▶ [Record excerpts]:
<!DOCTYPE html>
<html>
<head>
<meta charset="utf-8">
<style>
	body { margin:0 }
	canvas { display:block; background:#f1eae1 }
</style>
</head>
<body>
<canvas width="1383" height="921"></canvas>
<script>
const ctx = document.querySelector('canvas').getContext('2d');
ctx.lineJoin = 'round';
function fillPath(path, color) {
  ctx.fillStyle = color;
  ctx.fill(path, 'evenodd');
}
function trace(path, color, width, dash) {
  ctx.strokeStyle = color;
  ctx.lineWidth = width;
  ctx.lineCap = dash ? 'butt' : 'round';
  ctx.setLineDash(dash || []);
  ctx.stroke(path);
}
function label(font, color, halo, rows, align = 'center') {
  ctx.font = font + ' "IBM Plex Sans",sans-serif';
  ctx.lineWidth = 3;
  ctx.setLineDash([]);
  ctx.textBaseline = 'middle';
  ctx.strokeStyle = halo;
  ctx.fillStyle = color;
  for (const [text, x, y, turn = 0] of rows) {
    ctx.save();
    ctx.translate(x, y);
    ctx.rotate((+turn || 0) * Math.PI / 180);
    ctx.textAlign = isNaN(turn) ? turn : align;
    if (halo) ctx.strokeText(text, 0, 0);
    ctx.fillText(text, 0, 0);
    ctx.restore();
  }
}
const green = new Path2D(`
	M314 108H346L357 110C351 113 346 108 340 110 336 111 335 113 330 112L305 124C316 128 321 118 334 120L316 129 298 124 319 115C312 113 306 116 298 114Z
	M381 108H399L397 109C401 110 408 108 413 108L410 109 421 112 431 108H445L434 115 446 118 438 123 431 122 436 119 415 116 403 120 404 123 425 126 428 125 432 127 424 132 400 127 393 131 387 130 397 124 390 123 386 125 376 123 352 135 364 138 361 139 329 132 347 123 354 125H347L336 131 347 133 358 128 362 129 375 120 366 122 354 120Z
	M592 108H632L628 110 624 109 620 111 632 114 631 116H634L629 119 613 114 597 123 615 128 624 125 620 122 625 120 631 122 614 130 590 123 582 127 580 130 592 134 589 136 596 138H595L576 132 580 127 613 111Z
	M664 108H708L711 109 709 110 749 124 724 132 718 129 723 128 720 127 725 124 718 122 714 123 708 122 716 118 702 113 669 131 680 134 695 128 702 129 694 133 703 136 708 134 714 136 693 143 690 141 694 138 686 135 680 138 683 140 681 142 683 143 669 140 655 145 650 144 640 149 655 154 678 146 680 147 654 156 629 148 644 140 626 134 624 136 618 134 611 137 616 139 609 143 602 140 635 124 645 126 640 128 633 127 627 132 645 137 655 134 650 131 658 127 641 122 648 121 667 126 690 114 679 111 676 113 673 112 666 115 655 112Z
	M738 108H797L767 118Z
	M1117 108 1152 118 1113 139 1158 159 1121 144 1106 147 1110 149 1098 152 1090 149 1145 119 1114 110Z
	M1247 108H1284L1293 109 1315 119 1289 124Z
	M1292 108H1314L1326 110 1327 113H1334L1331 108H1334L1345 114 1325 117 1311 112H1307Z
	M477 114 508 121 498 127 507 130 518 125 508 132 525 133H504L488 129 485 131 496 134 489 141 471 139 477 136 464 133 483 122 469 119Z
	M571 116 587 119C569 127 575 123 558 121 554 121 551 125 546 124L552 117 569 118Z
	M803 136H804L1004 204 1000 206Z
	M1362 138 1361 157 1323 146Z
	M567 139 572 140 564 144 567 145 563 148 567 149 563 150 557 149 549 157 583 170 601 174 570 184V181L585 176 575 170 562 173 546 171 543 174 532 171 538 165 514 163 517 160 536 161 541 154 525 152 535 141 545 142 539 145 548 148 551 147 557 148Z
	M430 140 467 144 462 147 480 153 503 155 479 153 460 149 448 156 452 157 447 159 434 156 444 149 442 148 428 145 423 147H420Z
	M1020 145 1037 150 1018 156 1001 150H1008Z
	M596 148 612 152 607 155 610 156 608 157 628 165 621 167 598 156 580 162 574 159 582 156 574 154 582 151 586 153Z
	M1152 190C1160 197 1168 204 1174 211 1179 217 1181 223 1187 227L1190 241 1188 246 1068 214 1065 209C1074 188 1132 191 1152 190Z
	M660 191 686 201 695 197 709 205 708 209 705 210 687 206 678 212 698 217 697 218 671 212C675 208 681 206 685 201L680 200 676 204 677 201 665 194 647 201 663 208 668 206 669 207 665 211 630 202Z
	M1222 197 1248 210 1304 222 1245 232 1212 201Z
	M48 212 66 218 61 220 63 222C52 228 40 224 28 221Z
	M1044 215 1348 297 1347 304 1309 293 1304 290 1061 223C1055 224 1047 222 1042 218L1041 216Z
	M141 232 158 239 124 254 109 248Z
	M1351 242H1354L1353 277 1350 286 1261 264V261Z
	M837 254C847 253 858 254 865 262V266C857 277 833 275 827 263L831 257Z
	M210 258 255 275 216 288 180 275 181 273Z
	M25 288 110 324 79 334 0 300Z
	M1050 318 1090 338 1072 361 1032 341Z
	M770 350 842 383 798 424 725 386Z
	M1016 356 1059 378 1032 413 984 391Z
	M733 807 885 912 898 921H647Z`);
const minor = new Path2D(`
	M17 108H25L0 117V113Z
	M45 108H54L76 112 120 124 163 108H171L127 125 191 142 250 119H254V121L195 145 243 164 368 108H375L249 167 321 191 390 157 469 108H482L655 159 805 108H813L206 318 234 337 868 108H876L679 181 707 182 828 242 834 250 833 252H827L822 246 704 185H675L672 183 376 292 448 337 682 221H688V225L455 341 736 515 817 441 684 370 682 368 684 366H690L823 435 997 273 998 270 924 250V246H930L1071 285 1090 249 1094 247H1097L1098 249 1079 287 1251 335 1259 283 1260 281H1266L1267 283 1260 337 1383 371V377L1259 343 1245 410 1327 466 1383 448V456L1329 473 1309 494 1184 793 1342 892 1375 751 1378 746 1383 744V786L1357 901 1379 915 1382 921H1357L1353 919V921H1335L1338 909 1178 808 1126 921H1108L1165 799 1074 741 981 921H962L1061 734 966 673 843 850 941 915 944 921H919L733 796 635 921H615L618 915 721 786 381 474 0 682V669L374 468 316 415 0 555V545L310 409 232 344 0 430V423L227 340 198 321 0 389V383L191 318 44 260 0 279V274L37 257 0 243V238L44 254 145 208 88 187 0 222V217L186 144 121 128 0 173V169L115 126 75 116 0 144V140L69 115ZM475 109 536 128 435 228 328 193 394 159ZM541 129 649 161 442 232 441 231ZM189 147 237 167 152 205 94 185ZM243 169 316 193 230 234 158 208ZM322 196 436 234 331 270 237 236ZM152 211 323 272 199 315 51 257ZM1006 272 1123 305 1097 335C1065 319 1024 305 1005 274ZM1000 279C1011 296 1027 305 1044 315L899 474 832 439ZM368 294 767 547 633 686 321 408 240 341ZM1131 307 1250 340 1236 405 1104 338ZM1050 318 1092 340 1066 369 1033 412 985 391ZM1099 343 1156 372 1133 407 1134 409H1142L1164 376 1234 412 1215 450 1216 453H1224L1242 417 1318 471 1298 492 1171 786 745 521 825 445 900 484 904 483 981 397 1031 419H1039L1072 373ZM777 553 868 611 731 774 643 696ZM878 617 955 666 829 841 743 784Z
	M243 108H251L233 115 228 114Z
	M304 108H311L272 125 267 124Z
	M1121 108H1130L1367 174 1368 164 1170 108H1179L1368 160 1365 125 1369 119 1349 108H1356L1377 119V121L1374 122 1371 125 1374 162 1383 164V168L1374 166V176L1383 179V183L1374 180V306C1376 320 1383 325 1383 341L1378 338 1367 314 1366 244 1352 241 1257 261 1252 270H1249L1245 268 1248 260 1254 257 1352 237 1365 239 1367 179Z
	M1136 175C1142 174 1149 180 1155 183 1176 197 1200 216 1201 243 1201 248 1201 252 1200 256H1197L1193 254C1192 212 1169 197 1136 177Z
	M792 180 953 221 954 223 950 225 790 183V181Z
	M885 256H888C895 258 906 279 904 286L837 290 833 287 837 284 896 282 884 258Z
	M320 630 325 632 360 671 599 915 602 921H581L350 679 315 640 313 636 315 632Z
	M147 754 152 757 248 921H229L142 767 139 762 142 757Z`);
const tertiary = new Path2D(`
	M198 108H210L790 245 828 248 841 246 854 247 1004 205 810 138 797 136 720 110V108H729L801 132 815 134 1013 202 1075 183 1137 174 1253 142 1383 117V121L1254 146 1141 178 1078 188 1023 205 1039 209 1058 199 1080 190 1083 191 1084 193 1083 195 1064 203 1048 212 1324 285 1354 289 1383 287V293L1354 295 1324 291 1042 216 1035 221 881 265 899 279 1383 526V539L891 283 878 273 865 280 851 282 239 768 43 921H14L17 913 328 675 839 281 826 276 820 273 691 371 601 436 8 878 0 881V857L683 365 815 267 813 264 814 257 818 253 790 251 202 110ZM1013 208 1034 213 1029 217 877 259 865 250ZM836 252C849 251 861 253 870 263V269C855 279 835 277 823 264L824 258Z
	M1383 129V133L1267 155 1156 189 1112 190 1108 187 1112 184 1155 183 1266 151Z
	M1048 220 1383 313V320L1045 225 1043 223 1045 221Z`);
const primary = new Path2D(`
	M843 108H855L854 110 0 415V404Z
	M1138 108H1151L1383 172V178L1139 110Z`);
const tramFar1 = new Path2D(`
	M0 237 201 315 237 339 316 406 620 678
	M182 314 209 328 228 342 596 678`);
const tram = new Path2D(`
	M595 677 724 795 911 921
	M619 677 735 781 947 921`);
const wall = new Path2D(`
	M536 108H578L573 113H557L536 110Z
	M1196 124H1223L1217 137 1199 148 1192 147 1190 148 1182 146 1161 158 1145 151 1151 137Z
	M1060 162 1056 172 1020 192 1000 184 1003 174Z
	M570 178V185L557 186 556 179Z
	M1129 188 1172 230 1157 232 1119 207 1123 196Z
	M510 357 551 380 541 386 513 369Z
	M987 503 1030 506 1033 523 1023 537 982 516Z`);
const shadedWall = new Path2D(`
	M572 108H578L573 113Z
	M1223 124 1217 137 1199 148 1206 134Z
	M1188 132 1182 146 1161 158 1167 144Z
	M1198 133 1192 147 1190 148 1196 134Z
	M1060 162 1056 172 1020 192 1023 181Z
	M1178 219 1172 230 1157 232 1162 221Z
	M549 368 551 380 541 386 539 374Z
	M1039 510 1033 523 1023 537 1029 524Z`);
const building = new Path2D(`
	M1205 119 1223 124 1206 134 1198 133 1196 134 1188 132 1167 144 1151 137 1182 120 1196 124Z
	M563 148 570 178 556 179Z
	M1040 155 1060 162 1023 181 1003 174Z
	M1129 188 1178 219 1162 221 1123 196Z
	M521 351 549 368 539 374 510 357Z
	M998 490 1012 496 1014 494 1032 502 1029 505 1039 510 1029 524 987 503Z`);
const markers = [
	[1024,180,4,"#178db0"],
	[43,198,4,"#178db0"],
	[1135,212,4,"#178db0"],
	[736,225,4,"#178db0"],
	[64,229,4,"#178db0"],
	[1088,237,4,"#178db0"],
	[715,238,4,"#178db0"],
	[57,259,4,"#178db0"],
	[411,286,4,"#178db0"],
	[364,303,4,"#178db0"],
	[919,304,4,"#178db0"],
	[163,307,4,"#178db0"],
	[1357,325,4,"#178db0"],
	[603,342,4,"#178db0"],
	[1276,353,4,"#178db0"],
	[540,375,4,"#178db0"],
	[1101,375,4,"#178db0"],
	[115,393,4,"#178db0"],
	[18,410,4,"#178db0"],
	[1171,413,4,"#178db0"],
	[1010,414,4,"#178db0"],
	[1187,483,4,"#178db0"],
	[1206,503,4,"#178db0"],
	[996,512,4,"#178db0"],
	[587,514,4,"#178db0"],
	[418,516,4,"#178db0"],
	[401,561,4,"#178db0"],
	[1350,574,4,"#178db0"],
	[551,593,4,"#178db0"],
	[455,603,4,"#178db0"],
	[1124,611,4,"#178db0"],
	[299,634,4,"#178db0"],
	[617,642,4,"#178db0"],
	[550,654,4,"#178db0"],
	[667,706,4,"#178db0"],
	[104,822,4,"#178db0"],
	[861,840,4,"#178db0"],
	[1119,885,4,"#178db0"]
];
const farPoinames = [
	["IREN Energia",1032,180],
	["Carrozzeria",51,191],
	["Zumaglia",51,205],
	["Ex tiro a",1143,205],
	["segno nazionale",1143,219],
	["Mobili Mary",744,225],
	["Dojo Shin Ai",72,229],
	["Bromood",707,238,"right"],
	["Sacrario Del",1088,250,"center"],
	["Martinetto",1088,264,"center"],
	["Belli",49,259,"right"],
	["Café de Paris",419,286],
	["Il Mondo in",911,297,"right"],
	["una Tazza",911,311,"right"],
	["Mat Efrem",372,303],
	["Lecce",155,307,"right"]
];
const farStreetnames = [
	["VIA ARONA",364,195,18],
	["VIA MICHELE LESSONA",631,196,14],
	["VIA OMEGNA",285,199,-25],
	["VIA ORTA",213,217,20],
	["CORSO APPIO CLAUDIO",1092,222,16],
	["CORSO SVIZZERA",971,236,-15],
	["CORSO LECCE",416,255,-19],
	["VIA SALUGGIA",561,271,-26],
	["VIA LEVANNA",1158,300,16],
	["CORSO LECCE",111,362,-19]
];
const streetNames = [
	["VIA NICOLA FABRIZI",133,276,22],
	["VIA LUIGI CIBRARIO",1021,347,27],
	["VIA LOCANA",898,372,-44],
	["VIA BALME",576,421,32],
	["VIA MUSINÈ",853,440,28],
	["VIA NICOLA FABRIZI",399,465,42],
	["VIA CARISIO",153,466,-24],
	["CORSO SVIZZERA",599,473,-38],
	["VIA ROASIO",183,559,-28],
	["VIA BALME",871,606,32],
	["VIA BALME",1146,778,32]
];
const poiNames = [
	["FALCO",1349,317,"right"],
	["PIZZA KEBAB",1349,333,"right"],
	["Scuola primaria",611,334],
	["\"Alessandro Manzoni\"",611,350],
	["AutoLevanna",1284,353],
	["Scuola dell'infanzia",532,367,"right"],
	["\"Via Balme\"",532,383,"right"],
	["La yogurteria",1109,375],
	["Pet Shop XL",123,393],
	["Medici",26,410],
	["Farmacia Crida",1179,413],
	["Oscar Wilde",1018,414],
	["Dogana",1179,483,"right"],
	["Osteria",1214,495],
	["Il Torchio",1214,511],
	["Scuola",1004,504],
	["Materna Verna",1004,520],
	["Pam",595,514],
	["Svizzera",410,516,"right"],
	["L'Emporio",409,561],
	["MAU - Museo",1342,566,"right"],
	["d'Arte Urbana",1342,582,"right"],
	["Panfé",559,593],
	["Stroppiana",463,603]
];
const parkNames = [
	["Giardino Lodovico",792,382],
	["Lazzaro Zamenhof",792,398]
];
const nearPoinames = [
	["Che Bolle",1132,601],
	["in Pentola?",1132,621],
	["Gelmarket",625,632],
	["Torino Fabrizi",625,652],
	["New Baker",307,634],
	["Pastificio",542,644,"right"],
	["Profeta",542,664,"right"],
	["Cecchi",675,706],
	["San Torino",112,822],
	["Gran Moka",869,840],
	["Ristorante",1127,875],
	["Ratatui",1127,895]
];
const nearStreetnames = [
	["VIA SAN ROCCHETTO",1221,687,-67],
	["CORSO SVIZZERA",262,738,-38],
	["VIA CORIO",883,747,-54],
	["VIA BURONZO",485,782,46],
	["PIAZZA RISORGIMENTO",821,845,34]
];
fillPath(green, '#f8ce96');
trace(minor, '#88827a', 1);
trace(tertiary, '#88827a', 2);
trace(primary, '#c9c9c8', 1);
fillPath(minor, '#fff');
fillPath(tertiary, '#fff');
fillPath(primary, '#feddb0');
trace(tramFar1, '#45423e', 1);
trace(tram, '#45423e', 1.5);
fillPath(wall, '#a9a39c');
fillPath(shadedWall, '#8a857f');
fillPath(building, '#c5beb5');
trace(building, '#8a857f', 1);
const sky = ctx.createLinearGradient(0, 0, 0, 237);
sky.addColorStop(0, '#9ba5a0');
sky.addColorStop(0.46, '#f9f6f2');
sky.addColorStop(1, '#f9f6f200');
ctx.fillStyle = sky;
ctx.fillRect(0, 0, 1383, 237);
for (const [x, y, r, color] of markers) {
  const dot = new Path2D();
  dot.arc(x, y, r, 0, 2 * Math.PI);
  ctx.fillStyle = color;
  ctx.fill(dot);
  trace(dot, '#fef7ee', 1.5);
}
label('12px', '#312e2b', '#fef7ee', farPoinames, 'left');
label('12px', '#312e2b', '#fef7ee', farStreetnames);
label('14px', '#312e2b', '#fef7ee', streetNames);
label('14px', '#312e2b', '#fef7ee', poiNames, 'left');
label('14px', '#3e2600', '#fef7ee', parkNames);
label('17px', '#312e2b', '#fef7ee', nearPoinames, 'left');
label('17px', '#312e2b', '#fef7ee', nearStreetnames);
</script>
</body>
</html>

▶ [Exercise]:
Show the lines above that have the word "font".

▶ [Answer to this exercise]:
function label(font, color, halo, rows, align = 'center') {
  ctx.font = font + ' "IBM Plex Sans",sans-serif';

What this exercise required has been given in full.